Economic and business conditions brought on by the pandemic were hot topics on everyone’s mind at the WMA’s Annual Convention and Tradeshow in Mobile, Ala., this week.

One area in which companies will have a tougher time recovering includes labor, Lokar and others suggested. For this reason, “Labor force is probably the worse news I have for you this morning,” he said. “It isn’t going to get much better.” The sticking point is participation, he explained. And while the image that comes to mind for some people includes younger individuals, in many cases, “It’s actually the folks over 60,” he said, that are choosing the sidelines. In a period that’s come to be known as “The Great Resignation,” fewer people are choosing to participate in the workforce—including those at or nearing retirement ages, said Bruce Merrifield, of Merrifield Consulting Group in Chapel Hill, N.C. “As you become a richer nation, some people might just say ‘Well, I’ll just retire early,'” he told attendees. Among those who opt to stay in the workforce, many are now reconsidering their current employers.

“I’m not real sure how that’s going to sort itself out,” Merrifield said. “In August, people said this is all going to sort itself out after Labor Day … but I don’t think it’s cleared up. It’s still there.”

Meanwhile, younger candidates are accustomed to digital lifestyles and therefore, “They don’t do manual,” he suggested. That could lead some to wonder, “Why not just export those jobs to China?” Merrifield said. “We did that already. And now China is running out of people.”

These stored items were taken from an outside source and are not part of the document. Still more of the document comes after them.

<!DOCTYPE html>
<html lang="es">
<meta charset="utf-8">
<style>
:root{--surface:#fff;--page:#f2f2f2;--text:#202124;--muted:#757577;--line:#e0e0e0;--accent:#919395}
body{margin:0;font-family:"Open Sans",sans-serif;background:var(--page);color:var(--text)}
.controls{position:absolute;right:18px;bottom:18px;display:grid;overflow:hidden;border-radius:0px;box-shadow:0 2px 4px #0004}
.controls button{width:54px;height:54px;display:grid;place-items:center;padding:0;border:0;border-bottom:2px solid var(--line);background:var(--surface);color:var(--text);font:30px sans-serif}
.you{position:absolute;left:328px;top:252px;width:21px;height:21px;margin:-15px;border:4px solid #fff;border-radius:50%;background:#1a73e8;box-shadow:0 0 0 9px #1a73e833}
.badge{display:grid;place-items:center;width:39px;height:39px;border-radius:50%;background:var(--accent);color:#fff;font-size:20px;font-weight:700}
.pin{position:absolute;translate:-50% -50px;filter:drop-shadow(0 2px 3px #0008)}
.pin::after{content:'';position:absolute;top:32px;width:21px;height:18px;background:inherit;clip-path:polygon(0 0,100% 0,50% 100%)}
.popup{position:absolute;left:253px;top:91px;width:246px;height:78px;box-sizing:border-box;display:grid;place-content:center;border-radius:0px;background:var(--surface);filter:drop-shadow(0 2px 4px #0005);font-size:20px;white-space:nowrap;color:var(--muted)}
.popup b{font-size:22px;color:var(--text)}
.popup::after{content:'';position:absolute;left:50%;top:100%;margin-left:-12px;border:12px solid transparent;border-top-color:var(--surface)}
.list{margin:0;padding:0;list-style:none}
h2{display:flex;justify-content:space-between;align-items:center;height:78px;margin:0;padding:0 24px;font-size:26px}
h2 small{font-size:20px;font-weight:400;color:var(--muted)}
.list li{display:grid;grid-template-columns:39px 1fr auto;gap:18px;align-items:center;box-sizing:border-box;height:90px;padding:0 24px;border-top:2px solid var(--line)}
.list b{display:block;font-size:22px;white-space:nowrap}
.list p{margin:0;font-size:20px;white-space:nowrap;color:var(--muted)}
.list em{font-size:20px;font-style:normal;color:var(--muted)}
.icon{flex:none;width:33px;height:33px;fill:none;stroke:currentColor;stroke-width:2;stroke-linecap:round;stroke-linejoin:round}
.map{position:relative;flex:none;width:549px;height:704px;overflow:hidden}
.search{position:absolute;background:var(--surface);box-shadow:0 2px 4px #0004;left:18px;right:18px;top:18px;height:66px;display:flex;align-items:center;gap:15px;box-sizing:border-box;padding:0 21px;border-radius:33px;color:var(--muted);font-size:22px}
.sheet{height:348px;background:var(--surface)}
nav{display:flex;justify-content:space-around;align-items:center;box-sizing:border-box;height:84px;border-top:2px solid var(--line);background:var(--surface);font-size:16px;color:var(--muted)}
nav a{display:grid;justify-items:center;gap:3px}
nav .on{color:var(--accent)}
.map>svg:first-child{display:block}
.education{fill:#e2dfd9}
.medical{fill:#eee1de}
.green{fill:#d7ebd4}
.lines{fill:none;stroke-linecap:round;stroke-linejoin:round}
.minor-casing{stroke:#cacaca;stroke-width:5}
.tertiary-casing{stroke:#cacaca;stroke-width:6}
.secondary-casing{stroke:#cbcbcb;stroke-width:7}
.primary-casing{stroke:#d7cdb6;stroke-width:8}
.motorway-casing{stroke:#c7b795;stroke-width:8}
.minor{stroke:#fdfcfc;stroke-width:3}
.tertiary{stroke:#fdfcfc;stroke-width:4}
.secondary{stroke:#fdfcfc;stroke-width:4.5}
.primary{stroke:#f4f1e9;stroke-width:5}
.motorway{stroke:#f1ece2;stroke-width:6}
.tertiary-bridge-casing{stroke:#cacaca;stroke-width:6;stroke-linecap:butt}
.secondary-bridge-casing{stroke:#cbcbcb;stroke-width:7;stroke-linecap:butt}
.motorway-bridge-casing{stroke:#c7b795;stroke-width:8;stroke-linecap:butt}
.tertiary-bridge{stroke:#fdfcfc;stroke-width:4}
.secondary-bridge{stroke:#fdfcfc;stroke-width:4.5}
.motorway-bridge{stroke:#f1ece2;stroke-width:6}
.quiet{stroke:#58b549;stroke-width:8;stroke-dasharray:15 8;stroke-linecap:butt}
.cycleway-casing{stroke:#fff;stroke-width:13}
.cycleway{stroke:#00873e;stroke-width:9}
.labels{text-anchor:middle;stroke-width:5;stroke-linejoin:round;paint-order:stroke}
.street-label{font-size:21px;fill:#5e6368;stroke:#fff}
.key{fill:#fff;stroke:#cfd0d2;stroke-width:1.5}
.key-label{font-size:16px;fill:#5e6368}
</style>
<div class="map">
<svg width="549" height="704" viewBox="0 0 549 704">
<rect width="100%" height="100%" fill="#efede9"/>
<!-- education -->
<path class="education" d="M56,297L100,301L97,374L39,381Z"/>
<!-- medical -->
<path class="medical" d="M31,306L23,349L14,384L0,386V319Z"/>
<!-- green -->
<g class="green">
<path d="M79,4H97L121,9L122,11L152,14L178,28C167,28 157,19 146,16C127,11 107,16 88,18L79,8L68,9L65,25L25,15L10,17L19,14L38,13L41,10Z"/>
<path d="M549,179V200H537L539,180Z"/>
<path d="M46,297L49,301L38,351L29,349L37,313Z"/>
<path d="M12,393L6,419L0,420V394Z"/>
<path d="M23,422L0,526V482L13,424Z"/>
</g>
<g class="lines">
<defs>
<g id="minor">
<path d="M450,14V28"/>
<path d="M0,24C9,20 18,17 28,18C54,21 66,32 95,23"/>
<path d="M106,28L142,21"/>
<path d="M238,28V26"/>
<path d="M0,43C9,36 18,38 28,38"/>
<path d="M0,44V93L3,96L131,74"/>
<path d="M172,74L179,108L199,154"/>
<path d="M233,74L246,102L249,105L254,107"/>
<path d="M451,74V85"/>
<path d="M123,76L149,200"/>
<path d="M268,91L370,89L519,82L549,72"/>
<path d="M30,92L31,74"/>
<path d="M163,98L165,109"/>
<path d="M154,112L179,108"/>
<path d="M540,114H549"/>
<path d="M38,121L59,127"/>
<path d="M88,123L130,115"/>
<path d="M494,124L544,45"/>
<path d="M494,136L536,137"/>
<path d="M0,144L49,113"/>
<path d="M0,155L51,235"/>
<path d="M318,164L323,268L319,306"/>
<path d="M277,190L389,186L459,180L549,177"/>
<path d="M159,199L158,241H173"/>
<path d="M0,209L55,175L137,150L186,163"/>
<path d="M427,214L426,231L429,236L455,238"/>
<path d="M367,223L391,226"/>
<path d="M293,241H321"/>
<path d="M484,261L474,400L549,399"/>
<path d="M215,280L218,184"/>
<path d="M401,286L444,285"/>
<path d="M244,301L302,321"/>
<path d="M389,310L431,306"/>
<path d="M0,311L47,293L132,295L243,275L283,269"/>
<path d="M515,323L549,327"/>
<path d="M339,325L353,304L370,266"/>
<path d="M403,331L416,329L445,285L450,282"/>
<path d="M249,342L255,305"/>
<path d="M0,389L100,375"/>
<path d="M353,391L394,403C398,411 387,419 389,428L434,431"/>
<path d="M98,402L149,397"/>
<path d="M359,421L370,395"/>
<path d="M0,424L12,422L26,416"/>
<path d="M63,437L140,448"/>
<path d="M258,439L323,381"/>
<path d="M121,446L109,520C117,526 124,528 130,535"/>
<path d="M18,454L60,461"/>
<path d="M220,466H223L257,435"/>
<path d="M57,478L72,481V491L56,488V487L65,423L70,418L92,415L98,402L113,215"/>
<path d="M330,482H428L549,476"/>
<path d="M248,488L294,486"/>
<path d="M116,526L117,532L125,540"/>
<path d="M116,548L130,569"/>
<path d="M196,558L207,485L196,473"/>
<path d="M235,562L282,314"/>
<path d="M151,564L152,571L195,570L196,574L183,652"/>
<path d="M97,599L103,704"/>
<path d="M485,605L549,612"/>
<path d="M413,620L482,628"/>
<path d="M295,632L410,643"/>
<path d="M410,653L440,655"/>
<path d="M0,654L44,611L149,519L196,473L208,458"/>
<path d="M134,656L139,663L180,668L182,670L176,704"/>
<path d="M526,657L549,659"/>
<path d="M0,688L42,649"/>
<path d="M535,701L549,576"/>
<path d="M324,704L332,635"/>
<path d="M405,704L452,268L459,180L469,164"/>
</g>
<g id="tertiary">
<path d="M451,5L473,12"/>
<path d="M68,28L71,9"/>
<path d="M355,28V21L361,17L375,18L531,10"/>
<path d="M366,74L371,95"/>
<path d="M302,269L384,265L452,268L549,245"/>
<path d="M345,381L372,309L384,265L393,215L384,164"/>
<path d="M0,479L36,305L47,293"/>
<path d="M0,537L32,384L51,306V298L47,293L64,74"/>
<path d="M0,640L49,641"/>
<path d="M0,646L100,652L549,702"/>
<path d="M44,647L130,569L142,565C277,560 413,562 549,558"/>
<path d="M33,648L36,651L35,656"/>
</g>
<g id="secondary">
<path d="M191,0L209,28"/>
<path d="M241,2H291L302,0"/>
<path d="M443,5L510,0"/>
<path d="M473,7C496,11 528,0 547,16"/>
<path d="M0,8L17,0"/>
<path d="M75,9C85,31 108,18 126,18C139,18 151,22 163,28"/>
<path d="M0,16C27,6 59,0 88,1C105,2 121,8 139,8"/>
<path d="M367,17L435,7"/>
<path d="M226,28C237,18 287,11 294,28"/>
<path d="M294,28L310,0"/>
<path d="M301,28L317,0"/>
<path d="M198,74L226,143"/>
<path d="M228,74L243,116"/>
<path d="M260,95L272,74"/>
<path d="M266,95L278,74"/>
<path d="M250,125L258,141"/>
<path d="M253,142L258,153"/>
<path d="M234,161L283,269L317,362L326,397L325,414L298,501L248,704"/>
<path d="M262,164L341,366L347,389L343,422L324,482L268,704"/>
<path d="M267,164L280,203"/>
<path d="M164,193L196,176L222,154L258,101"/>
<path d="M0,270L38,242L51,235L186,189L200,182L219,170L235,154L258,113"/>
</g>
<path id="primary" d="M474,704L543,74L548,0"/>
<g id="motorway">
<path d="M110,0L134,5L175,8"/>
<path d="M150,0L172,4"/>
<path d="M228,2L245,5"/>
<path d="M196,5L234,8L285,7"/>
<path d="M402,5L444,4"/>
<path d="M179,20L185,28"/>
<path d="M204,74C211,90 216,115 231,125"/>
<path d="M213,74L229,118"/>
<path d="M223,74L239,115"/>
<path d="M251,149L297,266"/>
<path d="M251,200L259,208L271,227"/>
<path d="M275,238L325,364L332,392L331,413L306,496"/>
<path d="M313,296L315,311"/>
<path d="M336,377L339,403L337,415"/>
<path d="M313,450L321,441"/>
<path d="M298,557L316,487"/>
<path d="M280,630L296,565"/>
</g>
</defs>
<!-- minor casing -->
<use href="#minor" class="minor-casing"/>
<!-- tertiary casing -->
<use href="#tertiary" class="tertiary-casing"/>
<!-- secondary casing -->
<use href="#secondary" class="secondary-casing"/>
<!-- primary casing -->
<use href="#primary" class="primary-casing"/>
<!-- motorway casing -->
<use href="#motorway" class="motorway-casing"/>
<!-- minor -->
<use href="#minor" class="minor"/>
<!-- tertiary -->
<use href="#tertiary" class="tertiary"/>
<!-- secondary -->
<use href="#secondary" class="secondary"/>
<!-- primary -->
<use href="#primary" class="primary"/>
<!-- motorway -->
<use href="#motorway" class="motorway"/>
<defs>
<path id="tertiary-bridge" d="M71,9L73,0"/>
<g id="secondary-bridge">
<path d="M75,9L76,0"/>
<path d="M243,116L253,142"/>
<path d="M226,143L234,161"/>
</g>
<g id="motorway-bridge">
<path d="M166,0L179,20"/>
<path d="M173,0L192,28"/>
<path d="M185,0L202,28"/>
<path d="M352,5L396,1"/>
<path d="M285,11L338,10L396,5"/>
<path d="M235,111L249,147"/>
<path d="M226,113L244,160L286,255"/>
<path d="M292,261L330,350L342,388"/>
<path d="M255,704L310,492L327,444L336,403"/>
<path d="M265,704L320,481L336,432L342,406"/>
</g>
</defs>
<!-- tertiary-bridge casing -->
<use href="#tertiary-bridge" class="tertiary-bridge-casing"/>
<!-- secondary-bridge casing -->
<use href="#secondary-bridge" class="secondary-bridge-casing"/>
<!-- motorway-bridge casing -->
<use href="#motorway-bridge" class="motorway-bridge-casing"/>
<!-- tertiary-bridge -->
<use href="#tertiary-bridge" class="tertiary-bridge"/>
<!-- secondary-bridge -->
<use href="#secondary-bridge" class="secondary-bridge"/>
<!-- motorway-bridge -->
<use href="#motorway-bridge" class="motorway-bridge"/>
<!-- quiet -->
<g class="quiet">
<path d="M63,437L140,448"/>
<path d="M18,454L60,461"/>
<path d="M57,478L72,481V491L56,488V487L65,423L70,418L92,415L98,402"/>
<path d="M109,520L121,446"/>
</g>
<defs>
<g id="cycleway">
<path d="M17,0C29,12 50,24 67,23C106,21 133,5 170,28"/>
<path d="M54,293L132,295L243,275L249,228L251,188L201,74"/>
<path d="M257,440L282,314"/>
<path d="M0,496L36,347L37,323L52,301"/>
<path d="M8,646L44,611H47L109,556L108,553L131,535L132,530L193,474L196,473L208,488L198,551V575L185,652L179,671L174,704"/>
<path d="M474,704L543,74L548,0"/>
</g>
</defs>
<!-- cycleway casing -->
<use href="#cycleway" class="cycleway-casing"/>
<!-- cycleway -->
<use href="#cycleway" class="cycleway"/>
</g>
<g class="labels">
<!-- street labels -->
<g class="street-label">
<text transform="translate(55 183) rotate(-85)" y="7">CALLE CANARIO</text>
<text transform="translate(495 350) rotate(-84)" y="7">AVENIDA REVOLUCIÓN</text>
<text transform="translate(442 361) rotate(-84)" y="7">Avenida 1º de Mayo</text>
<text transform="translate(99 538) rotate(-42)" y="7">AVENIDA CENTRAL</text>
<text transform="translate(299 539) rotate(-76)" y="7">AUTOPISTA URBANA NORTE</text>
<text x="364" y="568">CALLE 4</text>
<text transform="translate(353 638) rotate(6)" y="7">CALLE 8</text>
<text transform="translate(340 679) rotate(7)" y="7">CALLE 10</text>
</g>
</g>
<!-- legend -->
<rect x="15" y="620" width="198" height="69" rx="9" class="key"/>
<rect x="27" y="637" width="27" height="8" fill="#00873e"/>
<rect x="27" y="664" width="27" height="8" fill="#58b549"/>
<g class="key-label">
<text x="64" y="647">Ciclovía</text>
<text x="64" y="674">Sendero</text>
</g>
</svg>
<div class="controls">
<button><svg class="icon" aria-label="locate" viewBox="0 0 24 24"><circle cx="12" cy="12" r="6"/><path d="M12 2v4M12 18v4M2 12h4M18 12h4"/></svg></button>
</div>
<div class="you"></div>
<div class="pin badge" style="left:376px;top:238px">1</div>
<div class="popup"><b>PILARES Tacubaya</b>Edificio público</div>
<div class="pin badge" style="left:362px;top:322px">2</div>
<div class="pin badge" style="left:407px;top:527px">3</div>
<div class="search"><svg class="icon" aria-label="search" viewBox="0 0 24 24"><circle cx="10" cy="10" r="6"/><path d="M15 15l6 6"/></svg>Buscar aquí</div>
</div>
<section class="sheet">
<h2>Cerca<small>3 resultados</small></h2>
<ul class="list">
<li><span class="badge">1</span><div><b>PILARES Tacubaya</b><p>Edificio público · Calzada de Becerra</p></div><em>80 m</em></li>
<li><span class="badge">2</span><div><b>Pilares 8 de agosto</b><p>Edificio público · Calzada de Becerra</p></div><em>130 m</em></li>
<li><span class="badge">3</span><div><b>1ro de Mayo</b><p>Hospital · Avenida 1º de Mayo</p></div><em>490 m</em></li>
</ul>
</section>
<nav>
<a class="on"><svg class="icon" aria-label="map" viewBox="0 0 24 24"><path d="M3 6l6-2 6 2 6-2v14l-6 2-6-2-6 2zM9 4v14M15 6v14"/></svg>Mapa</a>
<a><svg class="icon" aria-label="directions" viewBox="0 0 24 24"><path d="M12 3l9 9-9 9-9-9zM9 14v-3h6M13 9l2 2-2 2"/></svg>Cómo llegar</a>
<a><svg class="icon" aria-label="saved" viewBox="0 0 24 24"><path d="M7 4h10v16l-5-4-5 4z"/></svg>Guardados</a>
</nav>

As a result, more automated technologies and artificially intelligent business tools are a better solution, he said, as companies learn to do more with fewer workers. For example, in the restaurant industry businesses have managed to stay open with fewer servers, he said, many by “decomplexifying,” including fewer items on their menus. As for what that translates to millwork, “In your case, if you’re a distributor, typically you’re going to have a big number of customers that are chronically unprofitable … every customer is a good customer … but you aren’t making money on these people.”

Others will choose to follow a model Merrifield referred to as “paying up,” which includes raising wages and prices to accommodate increased labor costs. But, “That doesn’t necessarily mean you’ll be able to find and hire more people,” he warned. Companies will also need to focus on skill building and upward mobility, in order to draw in and retail workers.